Finnland verabschiedet Pushback-Ausnahmegesetz

Finnland. Das finnische Parlament hat das umstrittene „Pushback-Gesetz“ mit der notwendigen Fünfsechstelmehrheit beschlossen. Dieses Ausnahmegesetz soll es Finnland ermöglichen, Asylsuchende an der Grenze direkt zurückzuschicken, anstatt ihnen eine individuelle Prüfung ihrer Asylgründe zu gewähren. Das Gesetz ist gedacht für Situationen wie im vergangenen Herbst, als Russland zahlreiche Menschen aus Drittländern ohne Visum über die Grenze Richtung Finnland ließ. Darüber berichtete Yle (finnisch, schwedisch, englisch).
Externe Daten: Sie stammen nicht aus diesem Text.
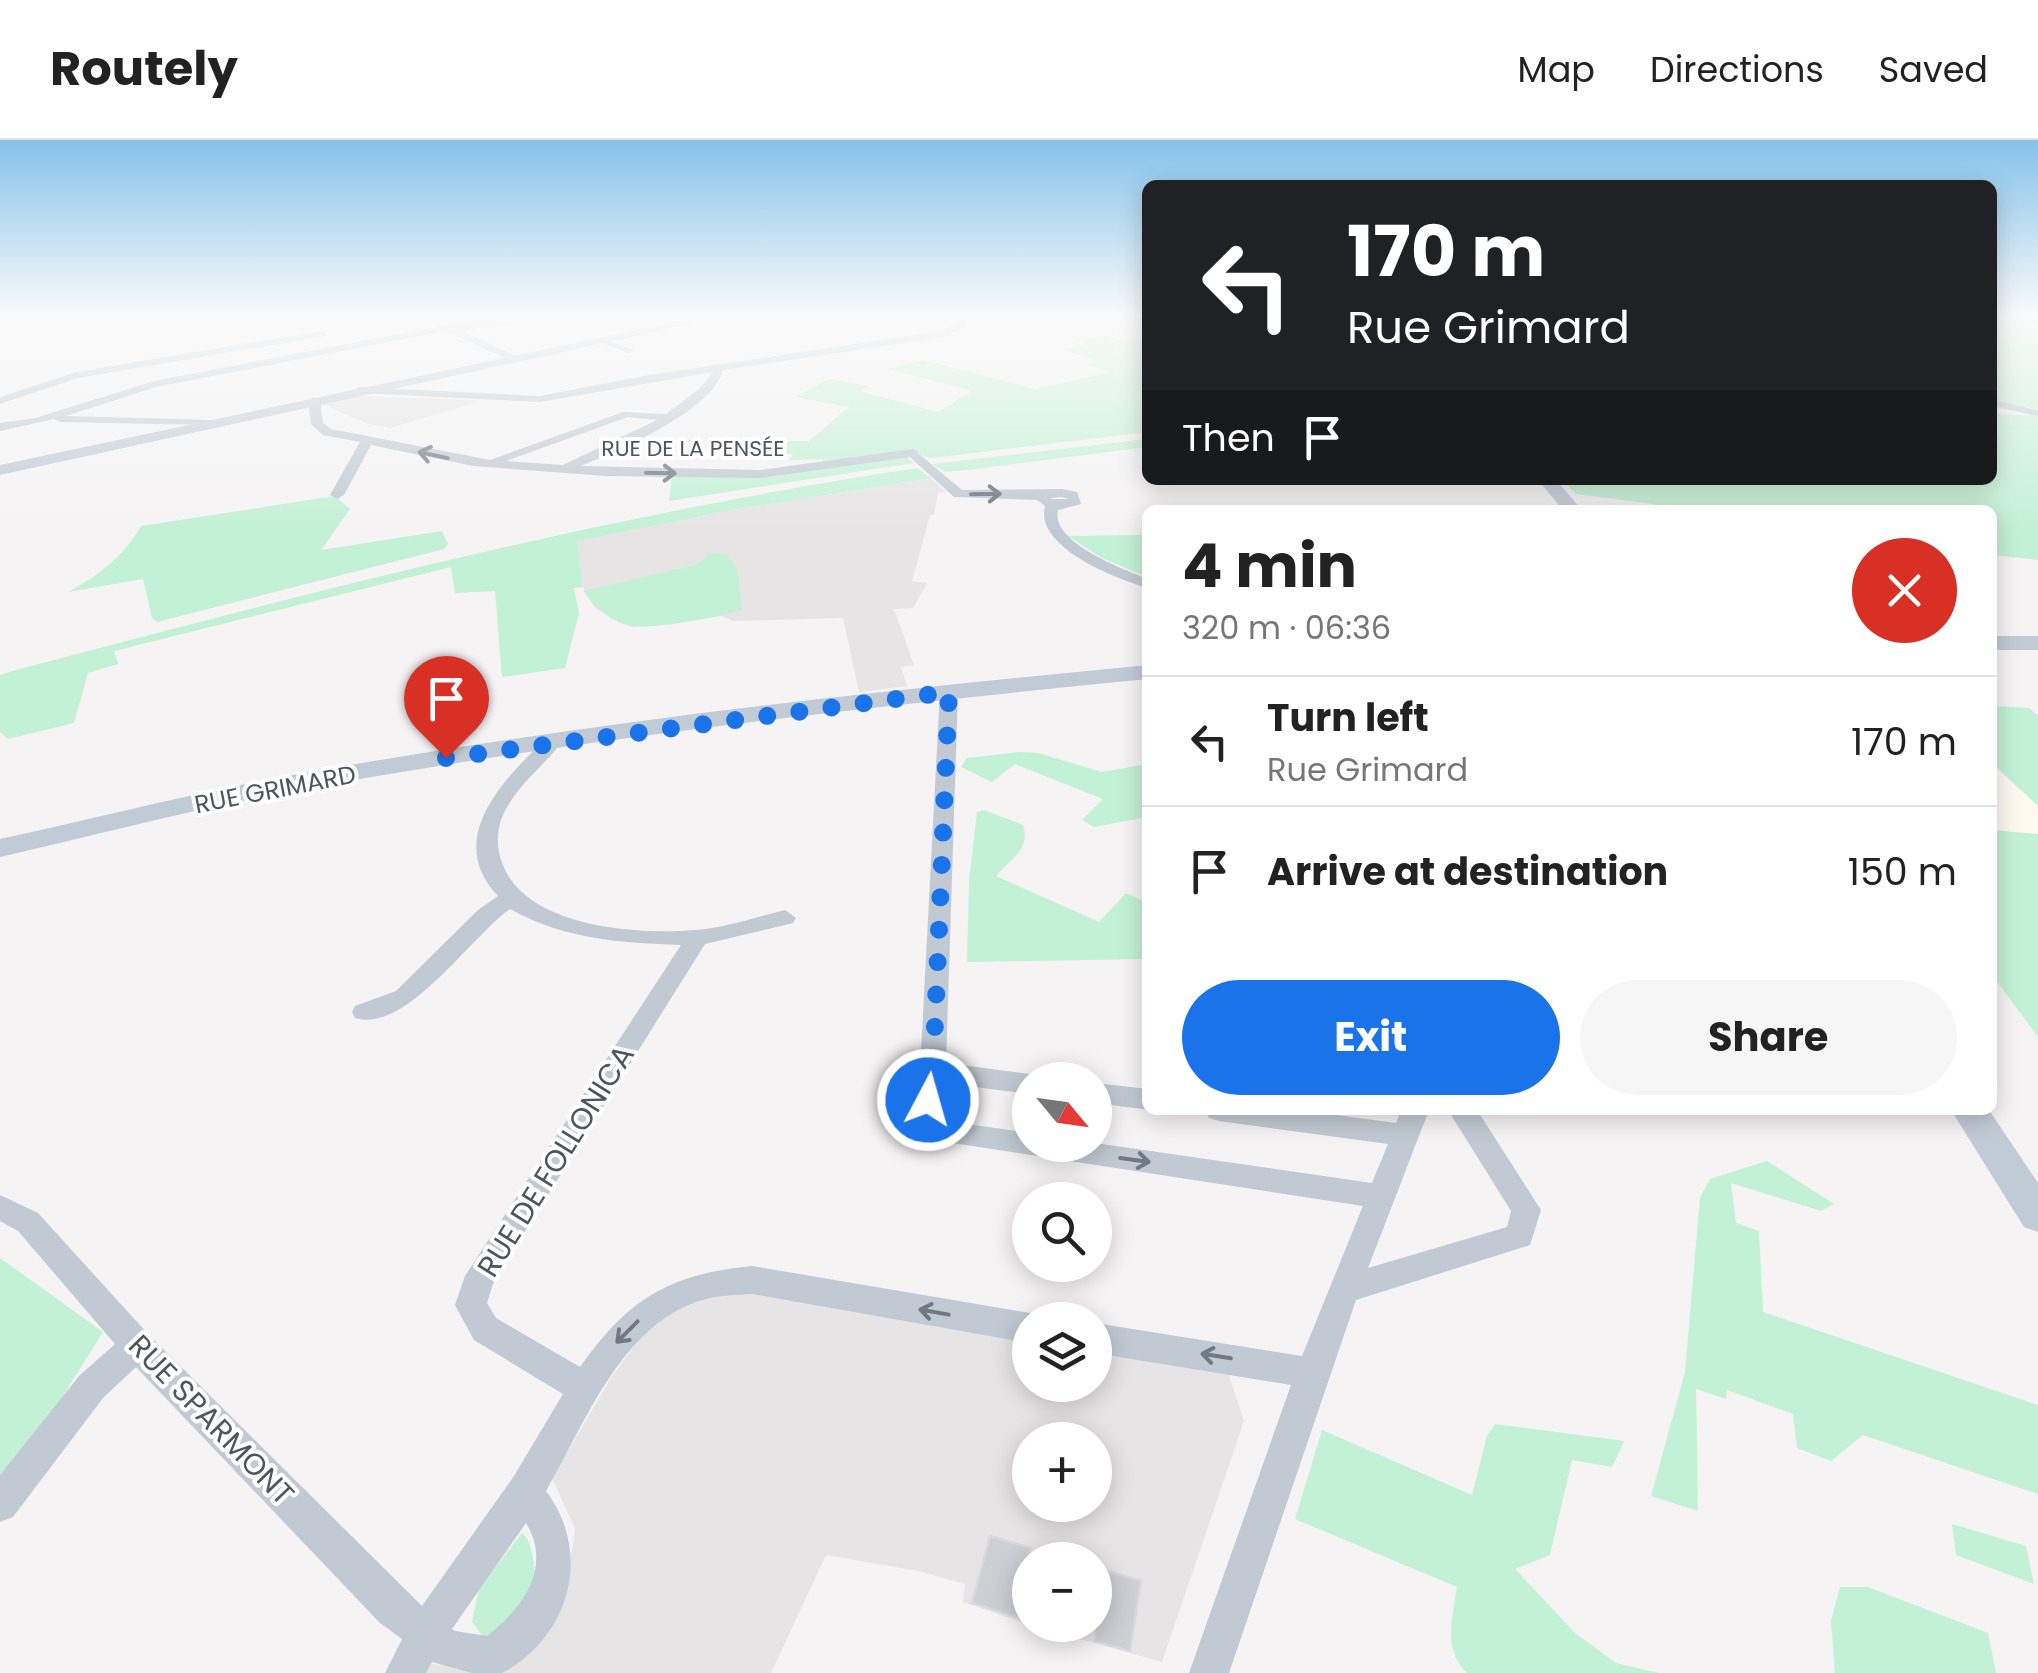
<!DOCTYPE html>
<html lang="en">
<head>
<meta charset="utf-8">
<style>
	body { margin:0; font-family:Poppins,sans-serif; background:#f6f6f6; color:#222; height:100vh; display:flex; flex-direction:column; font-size:38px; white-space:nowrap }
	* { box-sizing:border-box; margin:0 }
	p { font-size:32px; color:#767676 }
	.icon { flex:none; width:55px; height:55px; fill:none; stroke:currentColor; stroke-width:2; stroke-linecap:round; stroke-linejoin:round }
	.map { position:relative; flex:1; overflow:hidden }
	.side { position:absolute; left:1142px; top:365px; width:855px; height:610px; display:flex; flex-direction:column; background:#fff; border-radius:15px; box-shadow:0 5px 25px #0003 }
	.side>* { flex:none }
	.banner { position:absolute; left:1142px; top:40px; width:855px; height:305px; border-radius:15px; box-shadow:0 5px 25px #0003; background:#202124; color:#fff; overflow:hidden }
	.needle { width:65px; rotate:119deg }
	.fabs { position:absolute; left:1012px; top:922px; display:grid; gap:20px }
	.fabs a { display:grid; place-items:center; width:100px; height:100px; border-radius:50%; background:#fff; box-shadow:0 5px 25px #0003; font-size:50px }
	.pin { position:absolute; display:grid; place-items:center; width:85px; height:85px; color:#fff; margin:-102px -42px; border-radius:50% 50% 50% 0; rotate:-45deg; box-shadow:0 0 10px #0007 }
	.pin .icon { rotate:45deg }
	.me { position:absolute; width:110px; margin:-55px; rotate:6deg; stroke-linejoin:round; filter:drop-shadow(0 0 8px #0008) }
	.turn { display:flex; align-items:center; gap:35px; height:210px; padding:0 40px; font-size:45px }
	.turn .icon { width:130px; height:130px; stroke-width:2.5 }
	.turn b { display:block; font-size:70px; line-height:85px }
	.then { display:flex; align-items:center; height:95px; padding:0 40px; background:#0003; gap:20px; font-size:38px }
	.round { display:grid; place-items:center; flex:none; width:105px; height:105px; border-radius:52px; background:#f6f6f6 }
	.head { display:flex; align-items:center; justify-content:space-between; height:170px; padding:0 40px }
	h1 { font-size:60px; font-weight:700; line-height:75px }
	.button { display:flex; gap:20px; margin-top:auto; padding:20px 40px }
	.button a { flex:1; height:115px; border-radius:60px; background:#1a73e8; color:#fff; font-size:40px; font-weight:700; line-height:115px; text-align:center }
	.button a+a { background:#f6f6f6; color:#222 }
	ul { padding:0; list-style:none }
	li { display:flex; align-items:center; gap:30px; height:130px; padding:0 40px; border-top:2px solid #e0e0e0 }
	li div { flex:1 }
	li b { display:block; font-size:38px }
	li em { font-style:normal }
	header { display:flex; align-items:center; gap:60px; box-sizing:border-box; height:140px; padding:0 50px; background:#fff; border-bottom:2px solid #e0e0e0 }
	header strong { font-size:48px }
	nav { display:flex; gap:55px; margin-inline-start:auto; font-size:35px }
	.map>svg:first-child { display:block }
	.commercial { fill:#fdf9ef }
	.education { fill:#e6e4e5; fill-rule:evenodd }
	.green { fill:#c3f1d5 }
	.building { fill:#cdcfd5; stroke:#d7d9de; stroke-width:2.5 }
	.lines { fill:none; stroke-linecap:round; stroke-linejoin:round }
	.street { fill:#c1cad2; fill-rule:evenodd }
	.secondary { fill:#c1cbd6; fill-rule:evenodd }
	.oneway { stroke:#6e7983 }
	.route { stroke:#1a73e8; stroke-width:18; stroke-dasharray:0 32.4 }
	.labels { text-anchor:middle; stroke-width:8; stroke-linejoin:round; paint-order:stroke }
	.far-street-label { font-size:22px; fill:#4a5661; stroke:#fff }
	.street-label { font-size:25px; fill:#4a5661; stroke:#fff }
	.near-street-label { font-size:30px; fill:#4a5661; stroke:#fff }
</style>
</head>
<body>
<header>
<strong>Routely</strong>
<nav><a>Map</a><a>Directions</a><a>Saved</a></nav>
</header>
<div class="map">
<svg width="2038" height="1533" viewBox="0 0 2038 1533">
	<rect width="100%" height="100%" fill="#f5f3f3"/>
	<!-- commercial -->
	<path class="commercial" d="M 1992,624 L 2038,666 L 2038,694 L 1993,690 Z"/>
	<!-- education -->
	<path class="education" d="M 354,256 L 474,260 L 478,262 L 390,288 L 368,284 L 323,264 Z
		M 931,338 L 946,352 L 938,353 L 934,375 L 930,375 L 912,441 L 927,443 L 913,468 L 894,469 L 914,525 L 901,527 L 907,546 L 859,552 L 843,478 L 733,481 L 722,476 L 632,487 L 595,468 L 584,451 L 576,401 L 732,370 Z
		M 715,1142 L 1030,1189 L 1030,1245 L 1095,1245 L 1095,1198 L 1223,1217 L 1244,1281 L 1162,1522 L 1030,1485 L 1095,1485 L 1095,1420 L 1030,1420 L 1030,1485 L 963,1462 L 965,1444 L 918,1431 L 826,1415 L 771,1533 L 422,1533 L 431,1524 L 498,1531 L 564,1462 L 575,1389 L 552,1338 L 612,1236 L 647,1189 ZM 1030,1300 L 1095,1300 L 1095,1365 L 1030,1365 Z"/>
	<!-- green -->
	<path class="green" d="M 1992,176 L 2038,176 L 2038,269 L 1993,263 Z
		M 1106,195 L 1123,202 L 1147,198 L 1147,292 L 932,318 L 908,313 L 906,316 L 914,323 L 669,361 L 672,336 L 823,327 L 823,319 L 789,320 L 793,314 L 775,313 L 788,301 L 809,301 L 849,267 L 796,257 L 828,239 L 869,246 L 860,251 L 938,272 L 972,251 L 888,229 L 923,220 L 1035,249 L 1111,232 L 1087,225 L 1099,221 L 1064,210 L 1086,204 L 1076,200 Z
		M 1993,274 L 2038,275 L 2038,420 L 1993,415 L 1992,370 L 1656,370 L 1653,364 L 1576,354 L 1563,340 L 1992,340 Z
		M 1147,299 L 1147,307 L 967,330 L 945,332 L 932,324 Z
		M 917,328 L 931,338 L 732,370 L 577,401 L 583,447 L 574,448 L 579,474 L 565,528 L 502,537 L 495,451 L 455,453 L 451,427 L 114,511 L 118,524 L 88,533 L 74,583 L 8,599 L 0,592 L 0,535 L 16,530 C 314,451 612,374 917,328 Z
		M 335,356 L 350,369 L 321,410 L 442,391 L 448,404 L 444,409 L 157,482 L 152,478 L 143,439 L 68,452 C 96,438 126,414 141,386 Z
		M 1147,395 L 1147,437 L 1102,418 L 1068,396 Z
		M 710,414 L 726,414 L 737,428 L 742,470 C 719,477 656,489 633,486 C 613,484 594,467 584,451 L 696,425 Z
		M 1992,566 L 2029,568 L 2038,576 L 2038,666 L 1993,624 Z
		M 1020,612 L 1038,613 L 1102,632 L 1147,624 L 1147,677 L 1094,687 L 1082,680 L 1103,659 L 1015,624 L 992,642 L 961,627 L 967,618 Z
		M 984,670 L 1023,685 C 1031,710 1010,719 996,736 L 1099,782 L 1126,753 L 1147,763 L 1147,819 L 967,822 L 969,741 L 977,672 Z
		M 1993,690 L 2038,694 L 2038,897 L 1993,836 Z
		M 1767,1021 L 1834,1064 L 1821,1071 L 1731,1043 L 1736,1083 L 1759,1091 L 1763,1172 L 2038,1265 L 2038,1354 L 1863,1295 L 1831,1321 L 1797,1308 L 1793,1274 L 1727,1250 L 1726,1259 L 1696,1249 L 1698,1371 L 1651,1356 L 1685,1232 L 1700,1058 L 1710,1039 Z
		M 0,1118 L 103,1192 L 0,1356 Z
		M 1495,1284 L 1624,1301 L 1612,1327 L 1572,1320 L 1550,1415 L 1515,1429 L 1575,1493 L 1616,1523 L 1659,1533 L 1467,1533 C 1442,1509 1453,1477 1457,1447 L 1295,1379 L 1322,1290 L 1472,1355 L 1487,1296 Z
		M 1952,1384 L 2026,1406 L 2034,1444 L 1956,1415 Z
		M 522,1393 C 529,1399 530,1404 532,1414 C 543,1458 514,1473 486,1501 L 472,1482 L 479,1449 Z
		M 1840,1447 L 1868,1447 L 1988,1493 L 1996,1533 L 1835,1533 L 1831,1481 Z"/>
	<!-- building -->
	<path class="building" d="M 990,1396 L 1030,1408 L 1030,1481 L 972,1463 Z
		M 1095,1427 L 1141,1441 L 1130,1511 L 1095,1501 Z"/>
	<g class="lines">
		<!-- street -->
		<path class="street" d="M 538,176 L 567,176 L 462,191 L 518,217 L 514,222 L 446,191 L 156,247 L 66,276 L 213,280 L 209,285 L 60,282 L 54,279 L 0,291 L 0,283 L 35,278 L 154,241 L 446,185 Z
			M 953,176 L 962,176 L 967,185 L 944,197 L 723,230 C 714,270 617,311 581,326 L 761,330 L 913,309 L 962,350 L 1062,349 L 1077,352 L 1081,364 L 1058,370 C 1050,402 1123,429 1148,439 L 1148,448 C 1116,439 1034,407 1045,366 L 1037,360 L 954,357 L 910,317 L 761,338 L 606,336 L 473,326 L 371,305 L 344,355 L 337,359 L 330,355 L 360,302 L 323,295 L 311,284 L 308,260 L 314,257 L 320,260 L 323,283 L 331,289 L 490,320 L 623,272 L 666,274 L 699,249 L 713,232 L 540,262 L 359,253 L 354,250 L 359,247 L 540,256 L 649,235 L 942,191 L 957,184 ZM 628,277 L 657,280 L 563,325 L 506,321 ZM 1062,357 L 1068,359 L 1051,359 L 1051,358 Z
			M 323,191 L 326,196 L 78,238 L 0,264 L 0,257 L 76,232 Z
			M 601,199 L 634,210 L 629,213 L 601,203 Z
			M 1992,260 L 2038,270 L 2038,276 L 1992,266 Z
			M 949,546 L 958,551 L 946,923 L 1030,934 L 1041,940 L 1030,940 L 1030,954 L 944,943 L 939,980 L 1030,993 L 1030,1005 L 1095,1003 L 1372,1043 L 1388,1004 L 1219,981 L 1209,978 L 1205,970 L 1300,970 L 1396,983 L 1401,970 L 1429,970 L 1368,1128 L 1507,1087 L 1511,1071 L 1448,970 L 1477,970 L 1541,1070 L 1530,1105 L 1356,1160 L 1229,1533 L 1189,1533 L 1291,1245 L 1095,1213 L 1095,1183 L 1302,1216 L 1363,1066 L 914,997 L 910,989 L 920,931 L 940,551 Z
			M 553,596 L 562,602 C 542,628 513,648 501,680 C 496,695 497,711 503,725 C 527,787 636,795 695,790 C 725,788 756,777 785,770 L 796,778 L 793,783 L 705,804 L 494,1141 L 487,1163 L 496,1178 L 580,1227 C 628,1159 669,1134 752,1126 L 1030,1173 L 1042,1180 L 1030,1180 L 1030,1203 L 752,1154 C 737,1155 720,1155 706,1159 C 622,1181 585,1284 546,1351 C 593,1413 570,1497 502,1533 L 472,1533 L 432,1522 L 426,1533 L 385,1533 L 402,1499 L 380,1483 L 136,1227 L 103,1258 L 13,1377 L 0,1382 L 0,1335 L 79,1236 L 115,1204 L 18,1091 L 0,1081 L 0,1055 L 38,1073 L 148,1194 L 422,1466 L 514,1336 L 563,1254 L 474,1200 L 455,1165 L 465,1136 L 681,805 C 621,803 563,799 510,769 C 471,796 406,894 355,878 L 352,872 L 355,866 L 396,851 L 478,770 L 498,756 C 443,698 505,639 546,598 ZM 526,1383 C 553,1427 522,1469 487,1496 L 455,1491 L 452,1489 L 461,1476 Z
			M 1095,943 L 1148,949 L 1150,970 L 1095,963 Z"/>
		<!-- secondary -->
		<path class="secondary" d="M 702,176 L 727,176 L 0,335 L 0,325 Z
			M 1538,340 L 1556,340 L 1582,370 L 1563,370 Z
			M 1992,496 L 2038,496 L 2038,510 L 1992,510 Z
			M 1148,525 L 1148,539 C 865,567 583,598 304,649 C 202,667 101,694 0,717 L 0,699 C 101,677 202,651 304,633 C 583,583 865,552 1148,525 Z
			M 1951,970 L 1989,970 L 2038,1043 L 2038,1092 L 2024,1087 Z"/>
	</g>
	<!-- one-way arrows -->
	<defs><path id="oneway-shaft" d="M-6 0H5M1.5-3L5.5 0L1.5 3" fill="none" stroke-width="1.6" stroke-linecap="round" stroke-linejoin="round" transform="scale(2.5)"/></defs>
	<g class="oneway">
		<use href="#oneway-shaft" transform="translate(433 315) rotate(-168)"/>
		<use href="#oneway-shaft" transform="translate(661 333) rotate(1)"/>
		<use href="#oneway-shaft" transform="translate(986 354) rotate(-1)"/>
		<use href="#oneway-shaft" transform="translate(1135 1020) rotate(8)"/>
		<use href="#oneway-shaft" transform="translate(934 1172) rotate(-170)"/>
		<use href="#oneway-shaft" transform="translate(627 1192) rotate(135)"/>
		<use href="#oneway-shaft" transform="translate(1216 1216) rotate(-171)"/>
	</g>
	<!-- sky -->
	<linearGradient id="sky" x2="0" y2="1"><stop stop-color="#85c3ea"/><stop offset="0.45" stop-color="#fafafa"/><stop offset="1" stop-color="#fafafa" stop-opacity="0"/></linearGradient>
	<rect width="2038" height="391" fill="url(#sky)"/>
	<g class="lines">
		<!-- route -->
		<path class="route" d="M 446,618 L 949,552 L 933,931 L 928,960"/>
	</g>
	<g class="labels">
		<!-- far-street labels -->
		<g class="far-street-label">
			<text x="693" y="316">RUE DE LA PENSÉE</text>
		</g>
		<!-- street labels -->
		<g class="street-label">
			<text transform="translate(275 649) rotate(-11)" y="9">RUE GRIMARD</text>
		</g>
		<!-- near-street labels -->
		<g class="near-street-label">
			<text transform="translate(556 1021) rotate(-58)" y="10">RUE DE FOLLONICA</text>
			<text transform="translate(211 1280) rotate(46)" y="10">RUE SPARMONT</text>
		</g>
	</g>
</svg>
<div class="fabs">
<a><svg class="needle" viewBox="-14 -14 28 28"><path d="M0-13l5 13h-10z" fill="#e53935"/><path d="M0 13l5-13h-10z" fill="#767676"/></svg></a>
<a><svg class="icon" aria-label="search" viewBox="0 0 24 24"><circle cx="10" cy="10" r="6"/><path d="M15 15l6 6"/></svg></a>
<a><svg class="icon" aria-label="layers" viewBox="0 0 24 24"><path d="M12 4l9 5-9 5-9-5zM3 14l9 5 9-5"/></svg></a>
<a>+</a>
<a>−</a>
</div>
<div class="pin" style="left:446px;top:618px;background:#d93025"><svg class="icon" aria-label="arrive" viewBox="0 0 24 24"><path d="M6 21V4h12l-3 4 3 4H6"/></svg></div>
<svg class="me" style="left:928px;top:960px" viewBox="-20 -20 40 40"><circle r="17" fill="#1a73e8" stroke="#fff" stroke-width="3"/><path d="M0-11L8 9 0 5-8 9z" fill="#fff"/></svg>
<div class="banner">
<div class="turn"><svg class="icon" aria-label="left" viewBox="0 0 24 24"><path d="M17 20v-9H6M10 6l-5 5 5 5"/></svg><div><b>170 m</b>Rue Grimard</div></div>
<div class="then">Then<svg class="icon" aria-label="arrive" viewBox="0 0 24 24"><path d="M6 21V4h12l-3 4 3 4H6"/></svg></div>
</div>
<section class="side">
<div class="head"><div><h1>4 min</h1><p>320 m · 06:36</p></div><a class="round" style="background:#d93025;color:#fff"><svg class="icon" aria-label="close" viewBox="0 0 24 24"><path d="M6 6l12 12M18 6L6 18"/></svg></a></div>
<ul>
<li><svg class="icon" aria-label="left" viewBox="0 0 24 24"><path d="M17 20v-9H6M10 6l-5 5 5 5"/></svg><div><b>Turn left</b><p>Rue Grimard</p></div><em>170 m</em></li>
<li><svg class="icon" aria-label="arrive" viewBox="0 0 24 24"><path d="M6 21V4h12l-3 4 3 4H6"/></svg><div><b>Arrive at destination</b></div><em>150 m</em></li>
</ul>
<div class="button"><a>Exit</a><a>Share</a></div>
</section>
</div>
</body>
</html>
Die Grenzübergänge zwischen Finnland und Russland sind aktuell geschlossen. Blau markiert den norwegisch-russischen Grenzübergang. Karte sel/ openstreetmap

In der Vergangenheit hatten russische Grenzbehörden Menschen ohne gültige Einreisepapiere für Finnland gar nicht erst in Richtung Finnland ausreisen lassen. Diese Praxis änderte sich im Spätsommer 2023, einige Monate nach Finnlands Nato-Beitritt. Es kamen vermehrt Menschen aus dem mittleren Osten über die Grenze und beantragten Asyl – auf Fahrrädern, denn zu Fuß darf man diese Grenze nicht queren. In der Bewertung der finnischen Rechts-Regierung handelte es sich dabei um eine Hybridoperation Russlands, um instrumentalisierte Migration, um Finnland zu destabilisieren. Schrittweise wurden die finnischen Grenzübergänge zu Russland geschlossen und sind seit einem halben Jahr dicht.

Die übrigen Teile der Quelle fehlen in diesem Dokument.